Dataset extract: Begin

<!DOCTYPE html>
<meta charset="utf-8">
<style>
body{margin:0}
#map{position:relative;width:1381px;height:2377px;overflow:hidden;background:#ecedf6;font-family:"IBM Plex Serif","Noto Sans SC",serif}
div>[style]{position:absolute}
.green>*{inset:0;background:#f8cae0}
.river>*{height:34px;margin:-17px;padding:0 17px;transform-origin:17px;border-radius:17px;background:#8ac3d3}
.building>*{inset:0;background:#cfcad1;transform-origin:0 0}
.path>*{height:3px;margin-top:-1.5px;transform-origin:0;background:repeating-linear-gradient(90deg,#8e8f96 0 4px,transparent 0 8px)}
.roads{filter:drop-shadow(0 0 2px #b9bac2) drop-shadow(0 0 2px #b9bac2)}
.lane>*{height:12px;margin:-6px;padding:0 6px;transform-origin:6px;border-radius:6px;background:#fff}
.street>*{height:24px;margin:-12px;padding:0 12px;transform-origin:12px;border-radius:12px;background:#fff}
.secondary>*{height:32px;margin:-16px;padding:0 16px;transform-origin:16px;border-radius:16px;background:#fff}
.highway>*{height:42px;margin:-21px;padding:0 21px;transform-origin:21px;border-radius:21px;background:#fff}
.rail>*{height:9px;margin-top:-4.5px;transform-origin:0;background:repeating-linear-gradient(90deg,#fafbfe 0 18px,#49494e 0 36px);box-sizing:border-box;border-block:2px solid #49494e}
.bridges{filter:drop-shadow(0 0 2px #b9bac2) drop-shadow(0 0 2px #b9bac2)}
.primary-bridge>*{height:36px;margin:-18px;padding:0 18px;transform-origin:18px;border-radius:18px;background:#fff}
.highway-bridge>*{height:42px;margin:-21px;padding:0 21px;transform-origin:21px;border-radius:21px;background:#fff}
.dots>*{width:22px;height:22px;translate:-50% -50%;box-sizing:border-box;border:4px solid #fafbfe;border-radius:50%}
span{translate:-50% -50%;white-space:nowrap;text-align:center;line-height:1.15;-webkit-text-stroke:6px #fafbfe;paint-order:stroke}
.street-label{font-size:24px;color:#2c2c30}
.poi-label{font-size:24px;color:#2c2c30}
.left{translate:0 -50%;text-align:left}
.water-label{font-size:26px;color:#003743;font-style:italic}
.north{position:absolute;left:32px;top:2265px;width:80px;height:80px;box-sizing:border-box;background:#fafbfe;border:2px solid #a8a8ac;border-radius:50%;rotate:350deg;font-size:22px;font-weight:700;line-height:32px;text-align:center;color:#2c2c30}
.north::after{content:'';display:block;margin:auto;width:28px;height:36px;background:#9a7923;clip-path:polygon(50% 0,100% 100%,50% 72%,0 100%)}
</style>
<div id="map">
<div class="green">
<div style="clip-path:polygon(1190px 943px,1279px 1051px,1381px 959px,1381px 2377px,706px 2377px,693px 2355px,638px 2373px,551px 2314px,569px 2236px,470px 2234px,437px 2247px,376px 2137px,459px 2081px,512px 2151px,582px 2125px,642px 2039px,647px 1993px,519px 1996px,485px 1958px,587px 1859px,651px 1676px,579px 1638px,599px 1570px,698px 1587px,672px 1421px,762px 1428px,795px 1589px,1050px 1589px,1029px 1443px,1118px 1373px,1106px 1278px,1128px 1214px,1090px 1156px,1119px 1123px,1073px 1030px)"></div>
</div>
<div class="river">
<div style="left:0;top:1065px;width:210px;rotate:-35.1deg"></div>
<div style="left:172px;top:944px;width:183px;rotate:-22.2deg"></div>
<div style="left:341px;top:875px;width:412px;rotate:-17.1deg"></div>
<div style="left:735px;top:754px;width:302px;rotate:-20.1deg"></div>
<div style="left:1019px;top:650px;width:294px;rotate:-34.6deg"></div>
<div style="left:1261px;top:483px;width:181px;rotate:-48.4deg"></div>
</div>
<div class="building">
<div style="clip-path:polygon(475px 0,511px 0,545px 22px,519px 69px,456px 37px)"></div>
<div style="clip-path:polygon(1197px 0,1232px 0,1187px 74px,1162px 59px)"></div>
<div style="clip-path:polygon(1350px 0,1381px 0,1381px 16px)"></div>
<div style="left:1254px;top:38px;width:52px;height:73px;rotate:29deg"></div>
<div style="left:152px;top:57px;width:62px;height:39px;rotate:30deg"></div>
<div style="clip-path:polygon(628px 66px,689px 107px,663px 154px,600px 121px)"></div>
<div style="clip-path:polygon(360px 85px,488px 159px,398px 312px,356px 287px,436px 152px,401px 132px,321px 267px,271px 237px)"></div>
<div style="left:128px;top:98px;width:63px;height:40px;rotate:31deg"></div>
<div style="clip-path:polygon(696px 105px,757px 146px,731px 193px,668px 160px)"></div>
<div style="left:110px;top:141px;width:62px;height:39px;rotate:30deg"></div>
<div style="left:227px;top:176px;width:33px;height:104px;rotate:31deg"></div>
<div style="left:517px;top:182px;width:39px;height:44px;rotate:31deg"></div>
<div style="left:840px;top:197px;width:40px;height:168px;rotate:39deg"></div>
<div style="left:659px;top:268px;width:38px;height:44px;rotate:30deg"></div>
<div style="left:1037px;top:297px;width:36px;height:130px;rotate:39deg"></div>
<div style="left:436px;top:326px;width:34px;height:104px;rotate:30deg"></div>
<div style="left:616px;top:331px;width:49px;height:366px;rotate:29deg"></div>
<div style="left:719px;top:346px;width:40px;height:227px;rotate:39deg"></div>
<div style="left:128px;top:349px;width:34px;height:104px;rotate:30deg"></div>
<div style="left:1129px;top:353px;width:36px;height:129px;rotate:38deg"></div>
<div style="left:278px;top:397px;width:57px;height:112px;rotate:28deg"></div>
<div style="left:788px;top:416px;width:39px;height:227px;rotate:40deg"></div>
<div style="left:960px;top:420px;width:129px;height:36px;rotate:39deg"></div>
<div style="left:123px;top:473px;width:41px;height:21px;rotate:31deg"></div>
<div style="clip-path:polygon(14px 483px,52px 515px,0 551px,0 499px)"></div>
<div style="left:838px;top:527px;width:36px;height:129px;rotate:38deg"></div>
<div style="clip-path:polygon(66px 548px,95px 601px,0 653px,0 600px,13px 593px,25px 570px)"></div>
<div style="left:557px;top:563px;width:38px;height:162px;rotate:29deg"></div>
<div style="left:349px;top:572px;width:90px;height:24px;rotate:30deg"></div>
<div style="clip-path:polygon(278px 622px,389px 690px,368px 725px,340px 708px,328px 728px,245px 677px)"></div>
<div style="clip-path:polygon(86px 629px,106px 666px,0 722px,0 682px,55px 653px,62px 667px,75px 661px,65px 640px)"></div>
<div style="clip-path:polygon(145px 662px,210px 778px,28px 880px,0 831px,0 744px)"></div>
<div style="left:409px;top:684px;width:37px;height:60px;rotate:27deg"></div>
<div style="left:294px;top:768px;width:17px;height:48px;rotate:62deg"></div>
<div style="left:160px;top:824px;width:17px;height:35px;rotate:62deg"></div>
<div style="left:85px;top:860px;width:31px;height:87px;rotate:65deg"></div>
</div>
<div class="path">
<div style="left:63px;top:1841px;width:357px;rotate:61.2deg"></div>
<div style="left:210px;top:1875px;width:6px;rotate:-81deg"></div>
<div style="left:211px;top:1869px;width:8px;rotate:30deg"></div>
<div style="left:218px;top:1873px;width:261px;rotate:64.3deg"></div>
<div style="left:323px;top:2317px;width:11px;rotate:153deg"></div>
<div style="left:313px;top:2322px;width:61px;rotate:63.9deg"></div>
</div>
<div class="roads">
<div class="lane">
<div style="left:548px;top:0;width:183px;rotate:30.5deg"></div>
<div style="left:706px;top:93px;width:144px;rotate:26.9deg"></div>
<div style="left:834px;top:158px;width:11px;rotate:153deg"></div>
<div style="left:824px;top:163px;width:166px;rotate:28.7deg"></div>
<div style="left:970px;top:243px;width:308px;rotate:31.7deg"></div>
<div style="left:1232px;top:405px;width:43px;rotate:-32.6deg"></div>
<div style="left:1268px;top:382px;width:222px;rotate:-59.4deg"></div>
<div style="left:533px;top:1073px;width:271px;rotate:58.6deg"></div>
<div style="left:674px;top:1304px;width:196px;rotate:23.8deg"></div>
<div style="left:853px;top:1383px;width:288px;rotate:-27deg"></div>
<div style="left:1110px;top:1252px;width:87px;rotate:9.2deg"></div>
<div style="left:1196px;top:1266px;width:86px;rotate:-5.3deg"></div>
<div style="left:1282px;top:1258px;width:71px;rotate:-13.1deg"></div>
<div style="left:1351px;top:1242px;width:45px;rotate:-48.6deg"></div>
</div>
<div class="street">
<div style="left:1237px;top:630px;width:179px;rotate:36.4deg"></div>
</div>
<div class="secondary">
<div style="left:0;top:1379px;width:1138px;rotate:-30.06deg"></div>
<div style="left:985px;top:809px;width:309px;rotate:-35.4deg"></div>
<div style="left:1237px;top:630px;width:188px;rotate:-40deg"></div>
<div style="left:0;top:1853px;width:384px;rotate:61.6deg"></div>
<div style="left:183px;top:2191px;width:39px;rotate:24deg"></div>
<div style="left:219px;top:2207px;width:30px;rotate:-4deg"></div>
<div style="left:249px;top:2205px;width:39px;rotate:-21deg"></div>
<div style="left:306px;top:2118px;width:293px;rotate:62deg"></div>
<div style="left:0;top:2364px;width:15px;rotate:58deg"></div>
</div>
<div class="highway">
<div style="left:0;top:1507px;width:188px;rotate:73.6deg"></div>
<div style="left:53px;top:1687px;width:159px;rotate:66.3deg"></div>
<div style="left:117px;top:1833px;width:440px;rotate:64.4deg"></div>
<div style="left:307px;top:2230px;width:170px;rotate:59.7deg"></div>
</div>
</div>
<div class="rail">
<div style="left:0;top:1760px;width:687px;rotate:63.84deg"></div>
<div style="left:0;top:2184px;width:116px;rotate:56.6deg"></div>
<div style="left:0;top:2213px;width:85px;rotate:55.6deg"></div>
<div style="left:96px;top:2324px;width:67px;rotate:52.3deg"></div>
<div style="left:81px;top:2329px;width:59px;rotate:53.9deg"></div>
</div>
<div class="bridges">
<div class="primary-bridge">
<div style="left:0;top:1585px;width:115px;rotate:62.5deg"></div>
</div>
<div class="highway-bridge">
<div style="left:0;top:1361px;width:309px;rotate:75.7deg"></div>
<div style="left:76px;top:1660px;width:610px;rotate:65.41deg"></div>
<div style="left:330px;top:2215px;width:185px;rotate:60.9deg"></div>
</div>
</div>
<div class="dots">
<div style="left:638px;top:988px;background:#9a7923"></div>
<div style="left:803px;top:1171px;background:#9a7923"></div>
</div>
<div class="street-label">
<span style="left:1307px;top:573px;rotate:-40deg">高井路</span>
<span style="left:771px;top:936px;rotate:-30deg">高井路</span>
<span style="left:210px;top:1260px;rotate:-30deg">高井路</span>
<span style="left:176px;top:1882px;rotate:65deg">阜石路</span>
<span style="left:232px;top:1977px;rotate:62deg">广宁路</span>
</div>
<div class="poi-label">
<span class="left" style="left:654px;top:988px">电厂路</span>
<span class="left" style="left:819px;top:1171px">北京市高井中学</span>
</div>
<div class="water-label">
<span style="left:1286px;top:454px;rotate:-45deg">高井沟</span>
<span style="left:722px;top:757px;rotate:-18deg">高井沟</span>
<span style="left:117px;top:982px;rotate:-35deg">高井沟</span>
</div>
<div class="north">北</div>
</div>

Dataset extract: End

**To do:** All lines in the preceding records that hold the word "lane" need to be copied.

**Task result:**
.lane>*{height:12px;margin:-6px;padding:0 6px;transform-origin:6px;border-radius:6px;background:#fff}
<div class="lane">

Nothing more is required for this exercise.